24.11.2020 | aktual.: 02.03.2022 14:07
Po opuszczeniu Białego Domu w 2017 r. "pierwsze córki" nie chciały zwracać na siebie uwagi. Malia zaczęła studia na Harvardzie, Sasha jakiś czas temu dostała się na Uniwersytet Michigan. Po wybuchu pandemii koronawirusa zbliżyły się do siebie i wspólnie strajkowały, o czym z dumą poinformował ich tata.
19- i 22-latka protestowały przeciwko brutalności policji po zabójstwach George'a Floyda, Breonny Taylor i wielu innych czarnoskórych Amerykanów. – Nie musiałem dawać im rad, bo same doskonale wiedzą, co jest dobre, a co złe. Wiedzą też, że mają prawo używać swojego głosu – wyznał Obama w rozmowie z magazynem "People".
Malia i Sasha Obama – co u nich słychać?
– Malia i Sasha znalazły własny sposób na uczestnictwo w demonstracjach i aktywizm, jaki widzieliśmy wśród młodych tego lata, bez gadania z mojej strony czy Michelle.
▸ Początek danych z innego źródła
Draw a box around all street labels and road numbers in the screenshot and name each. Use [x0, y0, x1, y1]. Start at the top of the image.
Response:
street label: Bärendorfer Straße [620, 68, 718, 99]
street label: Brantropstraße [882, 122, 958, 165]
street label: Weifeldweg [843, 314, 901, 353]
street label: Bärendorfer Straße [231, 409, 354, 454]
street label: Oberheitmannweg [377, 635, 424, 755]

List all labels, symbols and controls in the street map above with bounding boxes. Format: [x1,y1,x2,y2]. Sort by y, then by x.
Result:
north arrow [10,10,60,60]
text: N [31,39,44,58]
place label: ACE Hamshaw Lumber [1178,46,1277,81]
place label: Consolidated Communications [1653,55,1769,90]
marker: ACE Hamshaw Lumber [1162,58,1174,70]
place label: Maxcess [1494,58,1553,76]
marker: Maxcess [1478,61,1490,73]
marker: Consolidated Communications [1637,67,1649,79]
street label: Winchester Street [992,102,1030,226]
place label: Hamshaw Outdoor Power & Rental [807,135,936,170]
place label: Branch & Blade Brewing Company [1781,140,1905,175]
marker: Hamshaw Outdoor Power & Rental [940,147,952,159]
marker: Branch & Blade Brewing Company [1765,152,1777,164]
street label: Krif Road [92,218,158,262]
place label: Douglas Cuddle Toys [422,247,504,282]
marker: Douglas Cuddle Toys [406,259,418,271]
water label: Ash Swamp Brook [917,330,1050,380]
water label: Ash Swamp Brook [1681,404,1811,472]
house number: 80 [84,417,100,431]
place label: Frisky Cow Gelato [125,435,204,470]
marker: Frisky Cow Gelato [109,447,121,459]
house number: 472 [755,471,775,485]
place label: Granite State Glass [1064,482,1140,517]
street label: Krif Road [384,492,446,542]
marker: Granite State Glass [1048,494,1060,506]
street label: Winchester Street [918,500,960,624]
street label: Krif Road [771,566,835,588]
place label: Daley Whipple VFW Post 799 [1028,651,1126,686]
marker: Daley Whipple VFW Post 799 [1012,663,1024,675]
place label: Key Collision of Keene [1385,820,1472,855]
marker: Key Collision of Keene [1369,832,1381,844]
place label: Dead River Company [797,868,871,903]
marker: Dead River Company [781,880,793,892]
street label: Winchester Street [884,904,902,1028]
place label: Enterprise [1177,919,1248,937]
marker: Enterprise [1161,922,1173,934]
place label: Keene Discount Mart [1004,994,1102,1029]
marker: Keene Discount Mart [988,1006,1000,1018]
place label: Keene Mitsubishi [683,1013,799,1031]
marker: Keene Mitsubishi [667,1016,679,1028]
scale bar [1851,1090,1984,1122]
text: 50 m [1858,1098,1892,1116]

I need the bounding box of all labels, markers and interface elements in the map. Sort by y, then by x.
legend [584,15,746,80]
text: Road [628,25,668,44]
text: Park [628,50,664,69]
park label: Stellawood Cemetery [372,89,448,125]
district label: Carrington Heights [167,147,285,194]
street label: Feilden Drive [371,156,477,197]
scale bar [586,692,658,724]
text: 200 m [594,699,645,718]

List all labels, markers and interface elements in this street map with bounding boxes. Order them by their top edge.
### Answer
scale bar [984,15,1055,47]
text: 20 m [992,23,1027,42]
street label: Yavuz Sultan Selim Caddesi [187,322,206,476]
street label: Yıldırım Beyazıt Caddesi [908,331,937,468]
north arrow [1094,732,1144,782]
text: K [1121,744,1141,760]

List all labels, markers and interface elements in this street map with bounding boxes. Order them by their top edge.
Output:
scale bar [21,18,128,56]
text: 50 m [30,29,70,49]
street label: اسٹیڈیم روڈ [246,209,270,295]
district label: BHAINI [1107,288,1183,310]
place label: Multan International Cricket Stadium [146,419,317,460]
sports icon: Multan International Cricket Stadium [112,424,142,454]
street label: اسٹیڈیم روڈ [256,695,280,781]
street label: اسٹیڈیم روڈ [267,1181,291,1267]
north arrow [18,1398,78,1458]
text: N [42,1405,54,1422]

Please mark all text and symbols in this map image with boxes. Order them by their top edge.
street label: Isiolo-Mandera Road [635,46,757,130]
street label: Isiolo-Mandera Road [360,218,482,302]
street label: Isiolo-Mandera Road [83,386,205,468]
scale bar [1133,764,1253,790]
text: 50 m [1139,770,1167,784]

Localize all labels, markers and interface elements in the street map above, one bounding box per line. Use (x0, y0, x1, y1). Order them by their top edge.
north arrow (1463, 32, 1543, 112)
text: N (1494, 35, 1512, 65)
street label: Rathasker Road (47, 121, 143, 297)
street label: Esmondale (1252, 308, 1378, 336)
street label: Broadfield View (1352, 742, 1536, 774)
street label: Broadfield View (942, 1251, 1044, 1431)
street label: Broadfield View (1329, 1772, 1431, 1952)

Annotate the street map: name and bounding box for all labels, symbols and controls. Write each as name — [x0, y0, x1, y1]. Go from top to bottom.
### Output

To była ich inicjatywa – podkreślił.
Powiedział jeszcze, że nie poszły na protesty, by usłyszeć komplementy i zdobyć zainteresowanie mediów. – Nie mógłbym być z nich bardziej dumny – dodał.
Z wywiadu dowiadujemy się, że Malia i Sasha są z rodzicami prawie nieprzerwanie od marca.
"Życie w kwarantannie to wiele wzlotów ... i upadków" – mówił Obama.
"Mieliśmy to szczęście, że nie musieliśmy się martwić utratą pracy lub chorobą członka rodziny, ale były chwile, w których odczuwało się tę klaustrofobię. Dlatego dawałem córkom poczucie, że nie są same" – stwierdził.
Dla niego i Michelle jako rodziców to był czas, kiedy mogli też poprzyglądać się im na spokojnie. – Wspólne kolacje każdego wieczoru, gry, oglądanie filmów – i oglądamy filmy - było w tym wiele radości" – przyznał były prezydent USA.